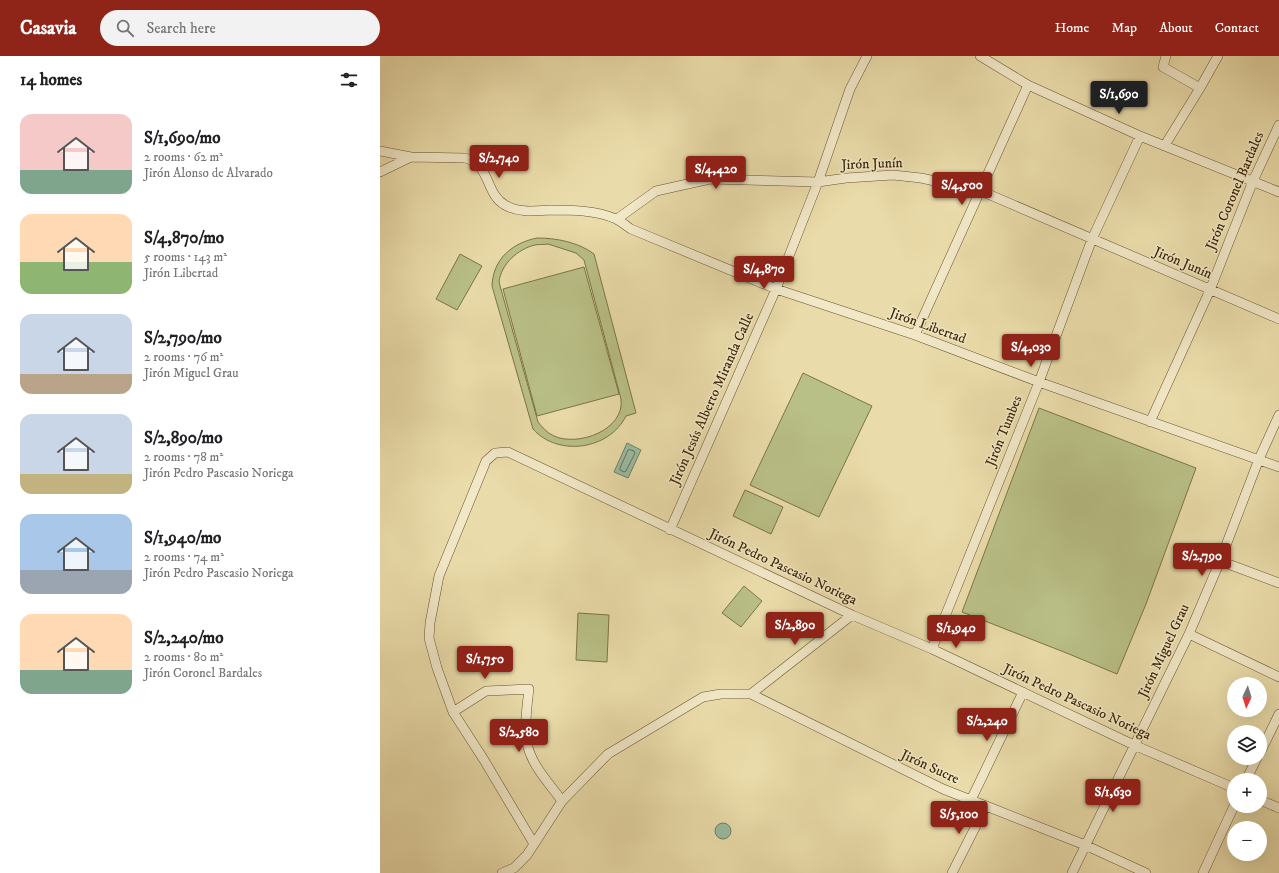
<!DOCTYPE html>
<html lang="en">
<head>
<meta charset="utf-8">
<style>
	:root { --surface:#fff; --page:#f2f2f2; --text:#202124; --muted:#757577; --accent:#8f2418 }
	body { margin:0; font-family:"IM FELL DW Pica",serif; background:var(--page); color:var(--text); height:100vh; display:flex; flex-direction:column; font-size:15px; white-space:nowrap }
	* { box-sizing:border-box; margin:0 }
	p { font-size:13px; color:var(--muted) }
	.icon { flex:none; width:22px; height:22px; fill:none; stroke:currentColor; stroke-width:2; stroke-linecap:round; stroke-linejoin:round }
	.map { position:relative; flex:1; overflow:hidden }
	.sheet { display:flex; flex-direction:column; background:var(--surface); width:380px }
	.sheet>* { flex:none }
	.needle { width:26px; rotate:184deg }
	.fabs { position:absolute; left:847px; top:621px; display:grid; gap:8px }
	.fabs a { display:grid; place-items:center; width:40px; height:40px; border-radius:50%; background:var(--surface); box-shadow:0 4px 16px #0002; font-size:20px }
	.price { position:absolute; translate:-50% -34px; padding:0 9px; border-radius:4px; background:var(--accent); color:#fff; font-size:13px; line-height:26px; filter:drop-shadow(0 1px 2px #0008) }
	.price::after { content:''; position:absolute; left:50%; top:24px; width:12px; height:9px; margin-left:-6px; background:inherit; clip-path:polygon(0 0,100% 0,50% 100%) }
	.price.on { background:#222; color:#fff }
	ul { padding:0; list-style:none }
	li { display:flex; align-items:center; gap:12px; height:100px; padding:0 20px }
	li span { display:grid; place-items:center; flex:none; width:112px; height:80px; border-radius:12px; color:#555 }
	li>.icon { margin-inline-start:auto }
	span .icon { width:48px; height:48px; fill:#fffc; stroke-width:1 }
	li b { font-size:17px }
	h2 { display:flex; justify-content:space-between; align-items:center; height:48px; padding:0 20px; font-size:17px }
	header { display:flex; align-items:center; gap:24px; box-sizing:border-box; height:56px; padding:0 20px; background:var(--accent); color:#fff }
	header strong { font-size:19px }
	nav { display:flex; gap:22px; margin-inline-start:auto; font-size:14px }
	.search { width:280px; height:36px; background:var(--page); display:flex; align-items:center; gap:10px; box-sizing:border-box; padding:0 14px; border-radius:22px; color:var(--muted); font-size:15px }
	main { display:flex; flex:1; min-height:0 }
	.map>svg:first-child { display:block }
	.green { fill:#b9c087; stroke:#7c7446; fill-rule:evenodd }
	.water { fill:#99bca4; stroke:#758064 }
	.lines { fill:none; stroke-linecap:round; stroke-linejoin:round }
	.shore { stroke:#6c7254; stroke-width:1 }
	.minor-casing { stroke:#69542e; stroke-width:10 }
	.minor { stroke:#f1e8c8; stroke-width:9 }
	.labels { text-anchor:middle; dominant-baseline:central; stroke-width:3; stroke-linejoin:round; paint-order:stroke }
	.street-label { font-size:14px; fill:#3e2704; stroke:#f1e8c8 }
</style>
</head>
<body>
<header>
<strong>Casavia</strong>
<div class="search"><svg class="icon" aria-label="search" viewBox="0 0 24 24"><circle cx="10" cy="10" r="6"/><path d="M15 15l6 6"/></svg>Search here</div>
<nav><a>Home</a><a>Map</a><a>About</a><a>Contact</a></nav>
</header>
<main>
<section class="sheet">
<h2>14 homes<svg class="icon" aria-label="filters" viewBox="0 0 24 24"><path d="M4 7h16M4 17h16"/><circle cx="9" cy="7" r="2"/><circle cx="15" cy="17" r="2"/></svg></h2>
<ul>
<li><span style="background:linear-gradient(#f6c9c9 70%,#7fa58c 0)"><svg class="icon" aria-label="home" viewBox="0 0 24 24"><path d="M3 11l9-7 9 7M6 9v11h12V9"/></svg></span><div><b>S/1,690/mo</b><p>2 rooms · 62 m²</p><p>Jirón Alonso de Alvarado</p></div></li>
<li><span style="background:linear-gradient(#ffd9b3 60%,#8fb573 0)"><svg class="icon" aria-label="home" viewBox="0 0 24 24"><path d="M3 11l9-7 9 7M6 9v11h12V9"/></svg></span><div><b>S/4,870/mo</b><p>5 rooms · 143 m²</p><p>Jirón Libertad</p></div></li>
<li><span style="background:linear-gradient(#c9d6e8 75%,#b9a48a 0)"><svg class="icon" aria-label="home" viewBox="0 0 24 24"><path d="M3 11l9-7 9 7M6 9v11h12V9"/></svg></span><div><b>S/2,790/mo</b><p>2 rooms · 76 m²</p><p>Jirón Miguel Grau</p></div></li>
<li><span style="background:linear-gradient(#c9d6e8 75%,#c2b280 0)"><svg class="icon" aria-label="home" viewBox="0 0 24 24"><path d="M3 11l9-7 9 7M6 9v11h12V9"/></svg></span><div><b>S/2,890/mo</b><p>2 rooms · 78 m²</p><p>Jirón Pedro Pascasio Noriega</p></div></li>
<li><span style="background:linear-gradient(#a9c7e8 70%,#9aa5b1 0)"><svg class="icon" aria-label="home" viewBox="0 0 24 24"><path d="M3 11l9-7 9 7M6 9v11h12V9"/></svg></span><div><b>S/1,940/mo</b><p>2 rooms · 74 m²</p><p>Jirón Pedro Pascasio Noriega</p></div></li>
<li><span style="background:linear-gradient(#ffd9b3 70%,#7fa58c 0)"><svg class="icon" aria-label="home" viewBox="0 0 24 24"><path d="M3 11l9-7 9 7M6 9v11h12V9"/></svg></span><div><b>S/2,240/mo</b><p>2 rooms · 80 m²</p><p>Jirón Coronel Bardales</p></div></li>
</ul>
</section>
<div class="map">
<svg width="899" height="817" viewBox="0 0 899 817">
	<rect width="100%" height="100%" fill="#eadcaa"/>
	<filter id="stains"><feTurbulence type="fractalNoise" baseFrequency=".005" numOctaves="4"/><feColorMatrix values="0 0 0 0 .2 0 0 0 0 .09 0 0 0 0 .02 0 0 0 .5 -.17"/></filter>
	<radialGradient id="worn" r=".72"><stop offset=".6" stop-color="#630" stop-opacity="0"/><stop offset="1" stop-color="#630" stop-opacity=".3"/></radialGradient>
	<path class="green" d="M157 182C176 182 198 186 214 198L256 357 246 360C229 394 178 401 153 373L112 230C113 203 132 187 157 182ZM168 188 196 197 204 204 241 343C245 374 198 391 174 380 167 377 162 371 158 366L119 226C121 208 138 193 155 189 159 188 164 189 168 188Z
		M80 198 102 210 77 254 56 243Z
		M204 211 239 338 157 360 123 233Z
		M423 317 492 350 439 461 370 429Z
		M659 352 816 412 766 548 737 618 689 598 582 556Z
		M365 434 403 451 391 478 353 460Z
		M364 530 382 545 361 571 342 557Z
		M198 557 229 559 227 606 196 604Z"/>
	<path class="water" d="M247 387 261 394 248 422 234 416Z
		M335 775a8 8 0 1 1 16 0a8 8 0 1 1-16 0Z"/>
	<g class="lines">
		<path class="shore" d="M251 394 254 395 255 397 246 415 244 416 240 414V412L248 394Z"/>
		<defs>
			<path id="minor" d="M600 0 648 29 760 80 899 136
				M786 0 783 11 820 32
				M785 89 820 32 838 0
				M0 95 31 101 85 102C111 108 105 138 125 149 138 157 155 155 170 154 191 154 216 154 236 163 241 165 246 170 251 173L396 233 535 279 659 326 899 411
				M0 116 31 101
				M237 163 276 135 330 123 438 126 466 122 513 119 541 122 601 135 899 263
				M535 279 648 29
				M770 366 830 234 873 125 899 69
				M290 474 396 233 438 126 470 33 487 0
				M840 505 899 527
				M809 578 899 621
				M552 593 659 326 712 183 760 80
				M371 638 472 559
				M73 656 106 635 149 633C147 650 144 669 147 686 150 708 170 728 182 745
				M880 697 899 658
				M866 724 877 702
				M591 744 643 636
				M880 744 899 752
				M154 788 104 704 73 656 57 612 49 582 50 567 59 520 106 405 115 397 128 396 472 559 552 593 754 689 854 732
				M122 817 134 812 147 799 182 745 228 698 323 641 341 638H371L563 733 705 789 766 817
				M572 817 606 750
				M692 817 809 578 840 505 879 403 899 359
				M823 817 854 750"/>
		</defs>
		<use href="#minor" class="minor-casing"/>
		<use href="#minor" class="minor"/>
	</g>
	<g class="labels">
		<g class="street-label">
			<text transform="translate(492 108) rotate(-2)">Jirón Junín</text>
			<text transform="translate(855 135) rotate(-67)">Jirón Coronel Bardales</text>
			<text transform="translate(803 207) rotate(23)">Jirón Junín</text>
			<text transform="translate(548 270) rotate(20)">Jirón Libertad</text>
			<text transform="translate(332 343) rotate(-66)">Jirón Jesús Alberto Miranda Calle</text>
			<text transform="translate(624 375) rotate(-68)">Jirón Tumbes</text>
			<text transform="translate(403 511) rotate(25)">Jirón Pedro Pascasio Noriega</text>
			<text transform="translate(784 595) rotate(-65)">Jirón Miguel Grau</text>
			<text transform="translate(697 646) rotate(25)">Jirón Pedro Pascasio Noriega</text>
			<text transform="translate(550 711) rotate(25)">Jirón Sucre</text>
		</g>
	</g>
	<rect width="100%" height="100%" filter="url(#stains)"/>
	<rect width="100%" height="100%" fill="url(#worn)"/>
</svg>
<div class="fabs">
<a><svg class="needle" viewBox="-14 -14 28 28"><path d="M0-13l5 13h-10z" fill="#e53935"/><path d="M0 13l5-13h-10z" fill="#757577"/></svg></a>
<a><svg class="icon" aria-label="layers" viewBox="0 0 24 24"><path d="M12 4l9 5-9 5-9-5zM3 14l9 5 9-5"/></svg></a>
<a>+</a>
<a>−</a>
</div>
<b class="price on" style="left:739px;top:59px">S/1,690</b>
<b class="price" style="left:119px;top:123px">S/2,740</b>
<b class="price" style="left:336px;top:134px">S/4,420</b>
<b class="price" style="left:582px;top:150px">S/4,500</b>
<b class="price" style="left:384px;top:234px">S/4,870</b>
<b class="price" style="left:651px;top:312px">S/4,030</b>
<b class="price" style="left:822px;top:521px">S/2,790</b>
<b class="price" style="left:415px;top:590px">S/2,890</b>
<b class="price" style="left:576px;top:593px">S/1,940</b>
<b class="price" style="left:105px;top:624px">S/1,750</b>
<b class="price" style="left:607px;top:686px">S/2,240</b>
<b class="price" style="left:139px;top:697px">S/2,580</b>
<b class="price" style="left:733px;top:757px">S/1,630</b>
<b class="price" style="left:579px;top:779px">S/5,100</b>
</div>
</main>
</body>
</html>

*-*-*

For this task, copy every line of the material in which "position" appears.

	.map { position:relative; flex:1; overflow:hidden }
	.fabs { position:absolute; left:847px; top:621px; display:grid; gap:8px }
	.price { position:absolute; translate:-50% -34px; padding:0 9px; border-radius:4px; background:var(--accent); color:#fff; font-size:13px; line-height:26px; filter:drop-shadow(0 1px 2px #0008) }
	.price::after { content:''; position:absolute; left:50%; top:24px; width:12px; height:9px; margin-left:-6px; background:inherit; clip-path:polygon(0 0,100% 0,50% 100%) }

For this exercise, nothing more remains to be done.